**WORK REQUEST**
Copy each entry below exactly as it appears.

**INPUT MATERIAL**

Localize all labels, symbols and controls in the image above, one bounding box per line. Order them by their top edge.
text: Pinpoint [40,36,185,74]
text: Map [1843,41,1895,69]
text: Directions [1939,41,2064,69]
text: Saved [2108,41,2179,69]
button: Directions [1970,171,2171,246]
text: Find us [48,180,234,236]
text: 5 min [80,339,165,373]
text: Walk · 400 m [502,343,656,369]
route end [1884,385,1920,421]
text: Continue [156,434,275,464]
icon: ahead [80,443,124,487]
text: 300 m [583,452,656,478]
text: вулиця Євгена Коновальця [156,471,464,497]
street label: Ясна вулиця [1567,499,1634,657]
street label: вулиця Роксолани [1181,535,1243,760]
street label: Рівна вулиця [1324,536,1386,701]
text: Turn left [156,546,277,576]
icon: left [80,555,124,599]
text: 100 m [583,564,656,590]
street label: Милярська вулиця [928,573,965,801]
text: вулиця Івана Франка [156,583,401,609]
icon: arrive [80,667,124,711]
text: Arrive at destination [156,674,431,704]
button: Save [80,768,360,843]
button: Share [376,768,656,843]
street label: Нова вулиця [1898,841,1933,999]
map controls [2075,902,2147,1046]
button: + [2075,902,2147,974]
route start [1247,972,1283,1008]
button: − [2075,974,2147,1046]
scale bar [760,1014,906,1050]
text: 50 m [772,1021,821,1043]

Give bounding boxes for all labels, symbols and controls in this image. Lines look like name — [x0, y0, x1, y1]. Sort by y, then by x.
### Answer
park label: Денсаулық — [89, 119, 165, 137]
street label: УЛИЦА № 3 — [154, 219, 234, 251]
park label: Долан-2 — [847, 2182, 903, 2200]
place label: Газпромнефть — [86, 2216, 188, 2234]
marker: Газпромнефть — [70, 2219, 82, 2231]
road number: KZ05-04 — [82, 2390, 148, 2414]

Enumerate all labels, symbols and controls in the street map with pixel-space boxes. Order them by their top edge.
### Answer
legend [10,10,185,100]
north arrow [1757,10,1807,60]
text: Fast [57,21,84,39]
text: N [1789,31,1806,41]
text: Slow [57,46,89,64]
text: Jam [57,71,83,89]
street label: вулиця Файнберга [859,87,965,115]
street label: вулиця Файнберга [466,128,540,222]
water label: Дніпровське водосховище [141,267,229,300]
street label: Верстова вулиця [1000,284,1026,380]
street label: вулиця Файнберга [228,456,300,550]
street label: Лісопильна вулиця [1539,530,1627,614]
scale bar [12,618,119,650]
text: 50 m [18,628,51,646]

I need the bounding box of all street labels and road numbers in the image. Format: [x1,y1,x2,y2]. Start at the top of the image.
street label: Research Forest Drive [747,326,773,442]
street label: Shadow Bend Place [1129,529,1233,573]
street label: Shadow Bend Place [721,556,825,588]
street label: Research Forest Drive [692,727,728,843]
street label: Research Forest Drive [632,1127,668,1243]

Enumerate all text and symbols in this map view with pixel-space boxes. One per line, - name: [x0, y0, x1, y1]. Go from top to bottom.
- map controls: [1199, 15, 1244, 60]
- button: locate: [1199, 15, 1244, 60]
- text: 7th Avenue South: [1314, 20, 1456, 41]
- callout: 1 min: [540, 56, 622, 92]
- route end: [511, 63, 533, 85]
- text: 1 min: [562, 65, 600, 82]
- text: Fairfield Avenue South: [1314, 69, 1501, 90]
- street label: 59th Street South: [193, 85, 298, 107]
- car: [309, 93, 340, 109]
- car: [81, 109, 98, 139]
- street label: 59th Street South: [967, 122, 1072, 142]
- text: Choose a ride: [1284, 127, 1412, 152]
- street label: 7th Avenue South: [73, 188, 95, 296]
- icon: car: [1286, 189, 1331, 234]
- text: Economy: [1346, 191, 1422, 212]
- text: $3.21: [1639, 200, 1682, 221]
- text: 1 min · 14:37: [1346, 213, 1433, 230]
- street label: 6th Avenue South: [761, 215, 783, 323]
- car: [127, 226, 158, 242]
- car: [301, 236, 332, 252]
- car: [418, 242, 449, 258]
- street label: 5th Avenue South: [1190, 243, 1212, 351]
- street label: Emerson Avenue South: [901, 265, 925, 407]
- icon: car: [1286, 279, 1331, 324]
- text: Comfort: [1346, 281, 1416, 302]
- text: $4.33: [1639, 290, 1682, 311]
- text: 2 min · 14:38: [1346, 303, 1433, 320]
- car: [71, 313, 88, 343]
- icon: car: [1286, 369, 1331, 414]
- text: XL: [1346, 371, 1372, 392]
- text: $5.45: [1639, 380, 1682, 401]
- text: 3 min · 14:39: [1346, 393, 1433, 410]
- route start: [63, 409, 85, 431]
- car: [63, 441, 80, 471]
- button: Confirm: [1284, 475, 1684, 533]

**COMPLETED EXERCISE**
Localize all labels, symbols and controls in the image above, one bounding box per line. Order them by their top edge.
text: Pinpoint [40,36,185,74]
text: Map [1843,41,1895,69]
text: Directions [1939,41,2064,69]
text: Saved [2108,41,2179,69]
button: Directions [1970,171,2171,246]
text: Find us [48,180,234,236]
text: 5 min [80,339,165,373]
text: Walk · 400 m [502,343,656,369]
route end [1884,385,1920,421]
text: Continue [156,434,275,464]
icon: ahead [80,443,124,487]
text: 300 m [583,452,656,478]
text: вулиця Євгена Коновальця [156,471,464,497]
street label: Ясна вулиця [1567,499,1634,657]
street label: вулиця Роксолани [1181,535,1243,760]
street label: Рівна вулиця [1324,536,1386,701]
text: Turn left [156,546,277,576]
icon: left [80,555,124,599]
text: 100 m [583,564,656,590]
street label: Милярська вулиця [928,573,965,801]
text: вулиця Івана Франка [156,583,401,609]
icon: arrive [80,667,124,711]
text: Arrive at destination [156,674,431,704]
button: Save [80,768,360,843]
button: Share [376,768,656,843]
street label: Нова вулиця [1898,841,1933,999]
map controls [2075,902,2147,1046]
button: + [2075,902,2147,974]
route start [1247,972,1283,1008]
button: − [2075,974,2147,1046]
scale bar [760,1014,906,1050]
text: 50 m [772,1021,821,1043]

Give bounding boxes for all labels, symbols and controls in this image. Lines look like name — [x0, y0, x1, y1]. Sort by y, then by x.
### Answer
park label: Денсаулық — [89, 119, 165, 137]
street label: УЛИЦА № 3 — [154, 219, 234, 251]
park label: Долан-2 — [847, 2182, 903, 2200]
place label: Газпромнефть — [86, 2216, 188, 2234]
marker: Газпромнефть — [70, 2219, 82, 2231]
road number: KZ05-04 — [82, 2390, 148, 2414]

Enumerate all labels, symbols and controls in the street map with pixel-space boxes. Order them by their top edge.
### Answer
legend [10,10,185,100]
north arrow [1757,10,1807,60]
text: Fast [57,21,84,39]
text: N [1789,31,1806,41]
text: Slow [57,46,89,64]
text: Jam [57,71,83,89]
street label: вулиця Файнберга [859,87,965,115]
street label: вулиця Файнберга [466,128,540,222]
water label: Дніпровське водосховище [141,267,229,300]
street label: Верстова вулиця [1000,284,1026,380]
street label: вулиця Файнберга [228,456,300,550]
street label: Лісопильна вулиця [1539,530,1627,614]
scale bar [12,618,119,650]
text: 50 m [18,628,51,646]

I need the bounding box of all street labels and road numbers in the image. Format: [x1,y1,x2,y2]. Start at the top of the image.
street label: Research Forest Drive [747,326,773,442]
street label: Shadow Bend Place [1129,529,1233,573]
street label: Shadow Bend Place [721,556,825,588]
street label: Research Forest Drive [692,727,728,843]
street label: Research Forest Drive [632,1127,668,1243]

Enumerate all text and symbols in this map view with pixel-space boxes. One per line, - name: [x0, y0, x1, y1]. Go from top to bottom.
- map controls: [1199, 15, 1244, 60]
- button: locate: [1199, 15, 1244, 60]
- text: 7th Avenue South: [1314, 20, 1456, 41]
- callout: 1 min: [540, 56, 622, 92]
- route end: [511, 63, 533, 85]
- text: 1 min: [562, 65, 600, 82]
- text: Fairfield Avenue South: [1314, 69, 1501, 90]
- street label: 59th Street South: [193, 85, 298, 107]
- car: [309, 93, 340, 109]
- car: [81, 109, 98, 139]
- street label: 59th Street South: [967, 122, 1072, 142]
- text: Choose a ride: [1284, 127, 1412, 152]
- street label: 7th Avenue South: [73, 188, 95, 296]
- icon: car: [1286, 189, 1331, 234]
- text: Economy: [1346, 191, 1422, 212]
- text: $3.21: [1639, 200, 1682, 221]
- text: 1 min · 14:37: [1346, 213, 1433, 230]
- street label: 6th Avenue South: [761, 215, 783, 323]
- car: [127, 226, 158, 242]
- car: [301, 236, 332, 252]
- car: [418, 242, 449, 258]
- street label: 5th Avenue South: [1190, 243, 1212, 351]
- street label: Emerson Avenue South: [901, 265, 925, 407]
- icon: car: [1286, 279, 1331, 324]
- text: Comfort: [1346, 281, 1416, 302]
- text: $4.33: [1639, 290, 1682, 311]
- text: 2 min · 14:38: [1346, 303, 1433, 320]
- car: [71, 313, 88, 343]
- icon: car: [1286, 369, 1331, 414]
- text: XL: [1346, 371, 1372, 392]
- text: $5.45: [1639, 380, 1682, 401]
- text: 3 min · 14:39: [1346, 393, 1433, 410]
- route start: [63, 409, 85, 431]
- car: [63, 441, 80, 471]
- button: Confirm: [1284, 475, 1684, 533]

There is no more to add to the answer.